## Your task
Please print each entry below exactly as it stands, but without any pictures.

[Collected data]

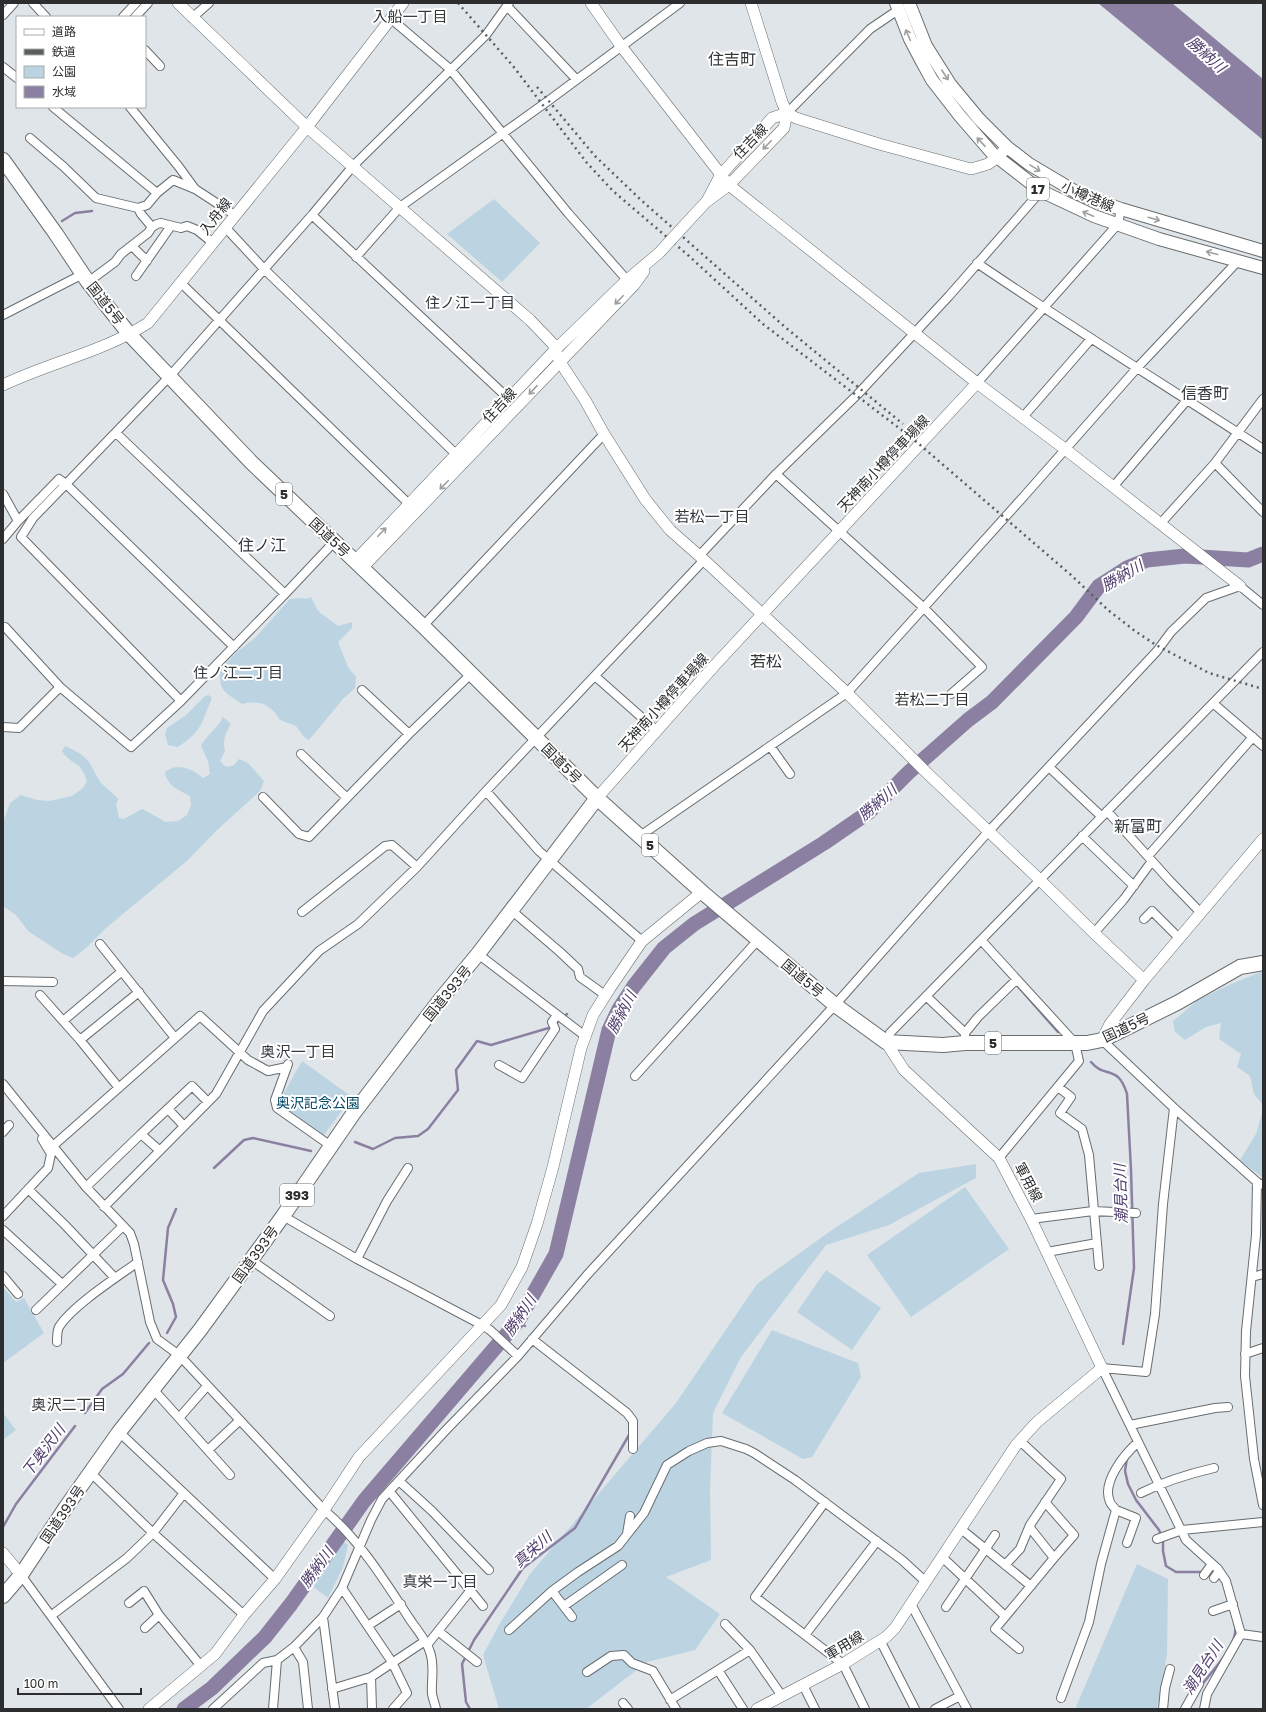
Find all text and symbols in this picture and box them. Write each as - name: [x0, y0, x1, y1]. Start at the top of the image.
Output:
- district label: 入船一丁目: [372, 7, 448, 25]
- legend: [16, 16, 146, 108]
- text: 道路: [52, 24, 76, 39]
- one-way arrow: [904, 29, 912, 41]
- water label: 勝納川: [1184, 32, 1231, 77]
- text: 鉄道: [52, 44, 76, 59]
- district label: 住吉町: [708, 49, 756, 69]
- text: 公園: [52, 64, 76, 79]
- one-way arrow: [941, 69, 949, 80]
- text: 水域: [52, 84, 76, 99]
- street label: 住吉線: [729, 120, 771, 162]
- one-way arrow: [977, 137, 986, 147]
- one-way arrow: [762, 140, 772, 150]
- one-way arrow: [1029, 164, 1041, 172]
- street label: 小樽港線: [1059, 177, 1117, 215]
- road number: 17: [1027, 178, 1049, 200]
- street label: 入舟線: [195, 194, 235, 238]
- one-way arrow: [1083, 209, 1095, 217]
- one-way arrow: [1147, 216, 1160, 223]
- one-way arrow: [1206, 249, 1219, 257]
- street label: 国道5号: [84, 278, 128, 328]
- district label: 住ノ江一丁目: [425, 293, 515, 311]
- one-way arrow: [614, 295, 624, 305]
- district label: 信香町: [1181, 383, 1229, 403]
- street label: 住吉線: [478, 384, 520, 426]
- one-way arrow: [529, 385, 538, 395]
- street label: 天神南小樽停車場線: [834, 411, 932, 515]
- one-way arrow: [439, 480, 449, 490]
- road number: 5: [276, 483, 292, 505]
- district label: 若松一丁目: [674, 507, 750, 525]
- street label: 国道5号: [306, 514, 354, 560]
- one-way arrow: [377, 528, 386, 538]
- district label: 住ノ江: [238, 535, 286, 555]
- water label: 勝納川: [1098, 555, 1148, 594]
- street label: 天神南小樽停車場線: [615, 649, 711, 755]
- district label: 若松: [750, 651, 782, 671]
- district label: 住ノ江二丁目: [193, 663, 283, 681]
- district label: 若松二丁目: [894, 690, 970, 708]
- street label: 国道5号: [538, 739, 586, 787]
- water label: 勝納川: [854, 779, 901, 824]
- district label: 新富町: [1114, 816, 1162, 836]
- road number: 5: [642, 834, 658, 856]
- street label: 国道5号: [778, 955, 828, 1001]
- street label: 国道393号: [419, 962, 475, 1024]
- water label: 勝納川: [602, 986, 640, 1036]
- street label: 国道5号: [1100, 1009, 1152, 1045]
- road number: 5: [985, 1032, 1001, 1054]
- district label: 奥沢一丁目: [260, 1042, 336, 1060]
- park label: 奥沢記念公園: [276, 1094, 360, 1111]
- street label: 軍用線: [1012, 1159, 1046, 1205]
- water label: 潮見台川: [1110, 1162, 1130, 1224]
- road number: 393: [280, 1184, 314, 1206]
- street label: 国道393号: [228, 1222, 282, 1286]
- water label: 勝納川: [499, 1290, 540, 1339]
- district label: 奥沢二丁目: [31, 1395, 107, 1413]
- water label: 下奥沢川: [18, 1419, 69, 1479]
- street label: 国道393号: [36, 1482, 88, 1546]
- water label: 真栄川: [509, 1526, 556, 1571]
- water label: 勝納川: [295, 1542, 338, 1590]
- district label: 真栄一丁目: [402, 1572, 478, 1590]
- street label: 軍用線: [822, 1627, 866, 1663]
- water label: 潮見台川: [1178, 1635, 1227, 1697]
- scale bar: [18, 1670, 141, 1696]
- text: 100 m: [24, 1676, 58, 1691]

## Response to this task
Find all text and symbols in this picture and box them. Write each as - name: [x0, y0, x1, y1]. Start at the top of the image.
Output:
- district label: 入船一丁目: [372, 7, 448, 25]
- legend: [16, 16, 146, 108]
- text: 道路: [52, 24, 76, 39]
- one-way arrow: [904, 29, 912, 41]
- water label: 勝納川: [1184, 32, 1231, 77]
- text: 鉄道: [52, 44, 76, 59]
- district label: 住吉町: [708, 49, 756, 69]
- text: 公園: [52, 64, 76, 79]
- one-way arrow: [941, 69, 949, 80]
- text: 水域: [52, 84, 76, 99]
- street label: 住吉線: [729, 120, 771, 162]
- one-way arrow: [977, 137, 986, 147]
- one-way arrow: [762, 140, 772, 150]
- one-way arrow: [1029, 164, 1041, 172]
- street label: 小樽港線: [1059, 177, 1117, 215]
- road number: 17: [1027, 178, 1049, 200]
- street label: 入舟線: [195, 194, 235, 238]
- one-way arrow: [1083, 209, 1095, 217]
- one-way arrow: [1147, 216, 1160, 223]
- one-way arrow: [1206, 249, 1219, 257]
- street label: 国道5号: [84, 278, 128, 328]
- district label: 住ノ江一丁目: [425, 293, 515, 311]
- one-way arrow: [614, 295, 624, 305]
- district label: 信香町: [1181, 383, 1229, 403]
- street label: 住吉線: [478, 384, 520, 426]
- one-way arrow: [529, 385, 538, 395]
- street label: 天神南小樽停車場線: [834, 411, 932, 515]
- one-way arrow: [439, 480, 449, 490]
- road number: 5: [276, 483, 292, 505]
- district label: 若松一丁目: [674, 507, 750, 525]
- street label: 国道5号: [306, 514, 354, 560]
- one-way arrow: [377, 528, 386, 538]
- district label: 住ノ江: [238, 535, 286, 555]
- water label: 勝納川: [1098, 555, 1148, 594]
- street label: 天神南小樽停車場線: [615, 649, 711, 755]
- district label: 若松: [750, 651, 782, 671]
- district label: 住ノ江二丁目: [193, 663, 283, 681]
- district label: 若松二丁目: [894, 690, 970, 708]
- street label: 国道5号: [538, 739, 586, 787]
- water label: 勝納川: [854, 779, 901, 824]
- district label: 新富町: [1114, 816, 1162, 836]
- road number: 5: [642, 834, 658, 856]
- street label: 国道5号: [778, 955, 828, 1001]
- street label: 国道393号: [419, 962, 475, 1024]
- water label: 勝納川: [602, 986, 640, 1036]
- street label: 国道5号: [1100, 1009, 1152, 1045]
- road number: 5: [985, 1032, 1001, 1054]
- district label: 奥沢一丁目: [260, 1042, 336, 1060]
- park label: 奥沢記念公園: [276, 1094, 360, 1111]
- street label: 軍用線: [1012, 1159, 1046, 1205]
- water label: 潮見台川: [1110, 1162, 1130, 1224]
- road number: 393: [280, 1184, 314, 1206]
- street label: 国道393号: [228, 1222, 282, 1286]
- water label: 勝納川: [499, 1290, 540, 1339]
- district label: 奥沢二丁目: [31, 1395, 107, 1413]
- water label: 下奥沢川: [18, 1419, 69, 1479]
- street label: 国道393号: [36, 1482, 88, 1546]
- water label: 真栄川: [509, 1526, 556, 1571]
- water label: 勝納川: [295, 1542, 338, 1590]
- district label: 真栄一丁目: [402, 1572, 478, 1590]
- street label: 軍用線: [822, 1627, 866, 1663]
- water label: 潮見台川: [1178, 1635, 1227, 1697]
- scale bar: [18, 1670, 141, 1696]
- text: 100 m: [24, 1676, 58, 1691]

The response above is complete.